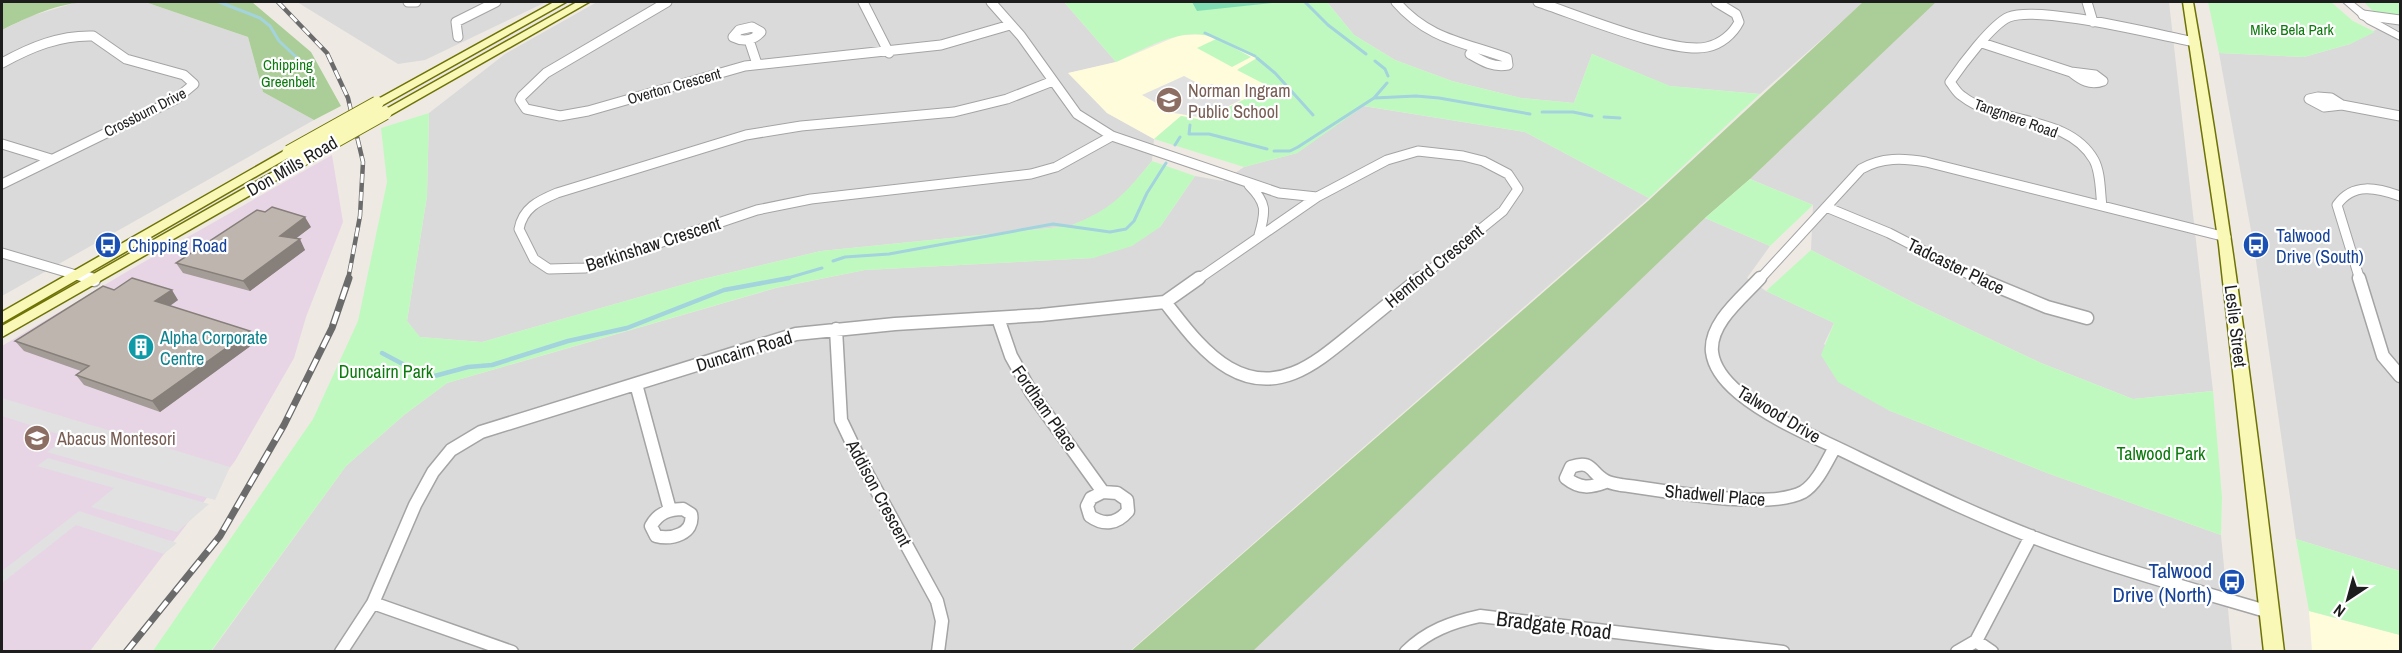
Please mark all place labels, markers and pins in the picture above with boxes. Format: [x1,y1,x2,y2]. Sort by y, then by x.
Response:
place label: Norman Ingram Public School [1188,78,1291,124]
school or university icon: Norman Ingram Public School [1154,85,1184,115]
place label: Talwood Drive (South) [2276,223,2364,269]
bus stop icon: Chipping Road [93,230,123,260]
bus stop icon: Talwood Drive (South) [2241,230,2271,260]
place label: Chipping Road [128,233,227,258]
place label: Alpha Corporate Centre [159,325,267,371]
building icon: Alpha Corporate Centre [126,332,156,362]
school or university icon: Abacus Montesori [22,423,52,453]
place label: Abacus Montesori [56,426,176,451]
place label: Talwood Drive (North) [2113,556,2212,609]
bus stop icon: Talwood Drive (North) [2217,567,2247,597]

***

[INSTRUCTIONS FOR THE TASK]: The task requires the full listing to be given again verbatim, without its pictures.

[YOUR RESPONSE]:
Please mark all place labels, markers and pins in the picture above with boxes. Format: [x1,y1,x2,y2]. Sort by y, then by x.
Response:
place label: Norman Ingram Public School [1188,78,1291,124]
school or university icon: Norman Ingram Public School [1154,85,1184,115]
place label: Talwood Drive (South) [2276,223,2364,269]
bus stop icon: Chipping Road [93,230,123,260]
bus stop icon: Talwood Drive (South) [2241,230,2271,260]
place label: Chipping Road [128,233,227,258]
place label: Alpha Corporate Centre [159,325,267,371]
building icon: Alpha Corporate Centre [126,332,156,362]
school or university icon: Abacus Montesori [22,423,52,453]
place label: Abacus Montesori [56,426,176,451]
place label: Talwood Drive (North) [2113,556,2212,609]
bus stop icon: Talwood Drive (North) [2217,567,2247,597]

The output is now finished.